#### Entries shown
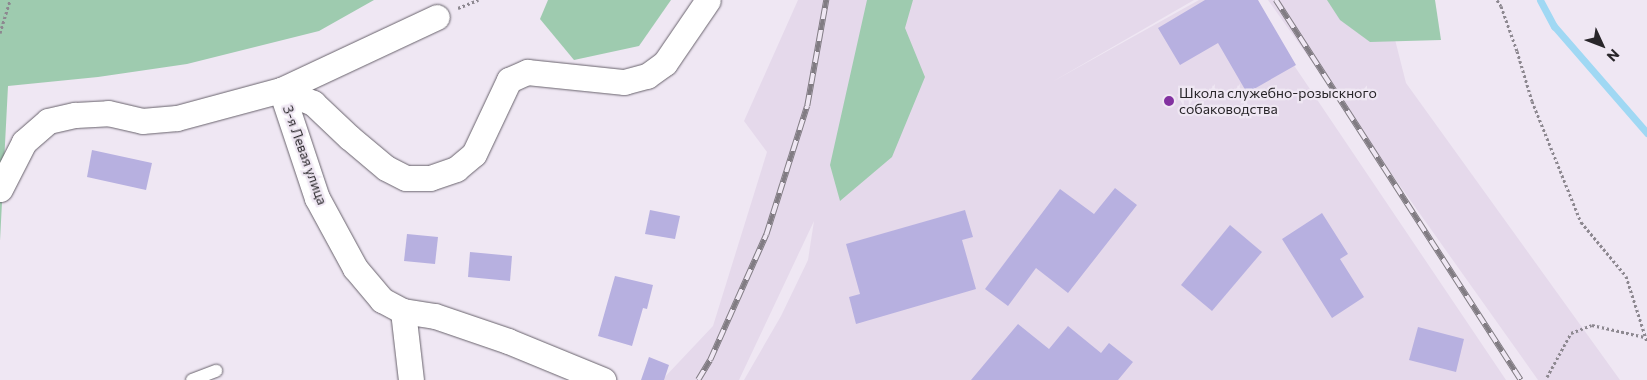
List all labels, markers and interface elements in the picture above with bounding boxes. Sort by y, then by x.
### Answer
north arrow [1577,20,1627,70]
text: N [1604,46,1623,65]
place label: Школа служебно-розыскного собаководства [1179,85,1377,118]
marker: Школа служебно-розыскного собаководства [1163,95,1175,107]
street label: 3-я Левая улица [279,103,331,207]

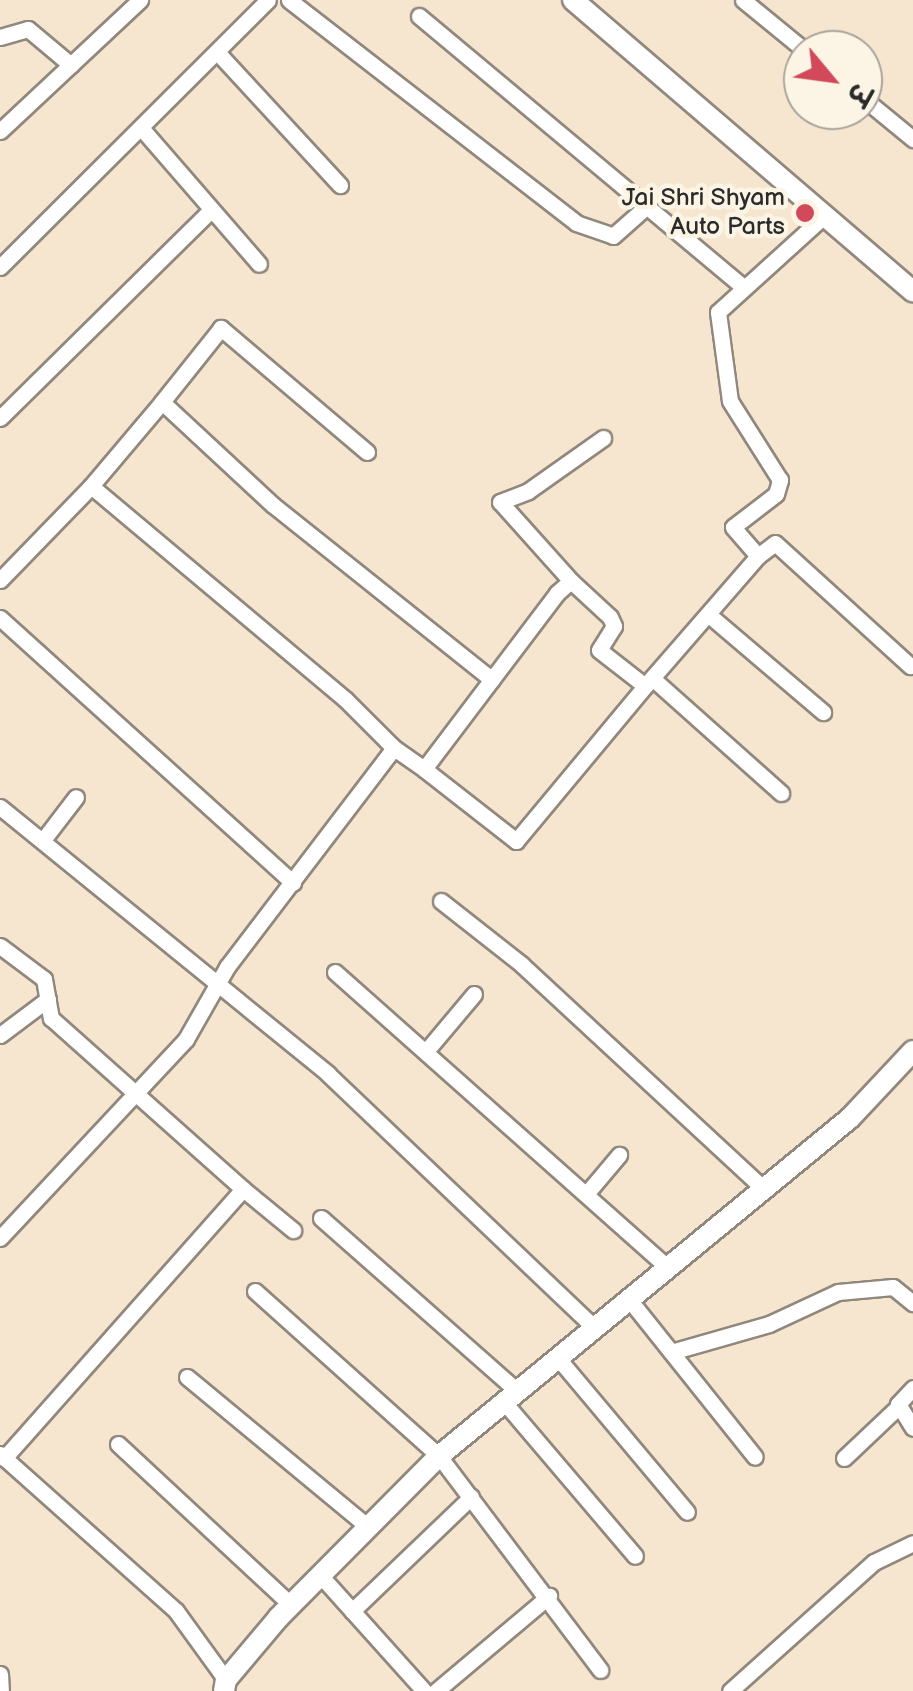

#### What needs to be done
When you retype the data above, match every line exactly and leave the pictures behind.

#### Finished task
List all labels, markers and interface elements in the picture above with bounding boxes. Sort by y, then by x.
### Answer
north arrow [1577,20,1627,70]
text: N [1604,46,1623,65]
place label: Школа служебно-розыскного собаководства [1179,85,1377,118]
marker: Школа служебно-розыскного собаководства [1163,95,1175,107]
street label: 3-я Левая улица [279,103,331,207]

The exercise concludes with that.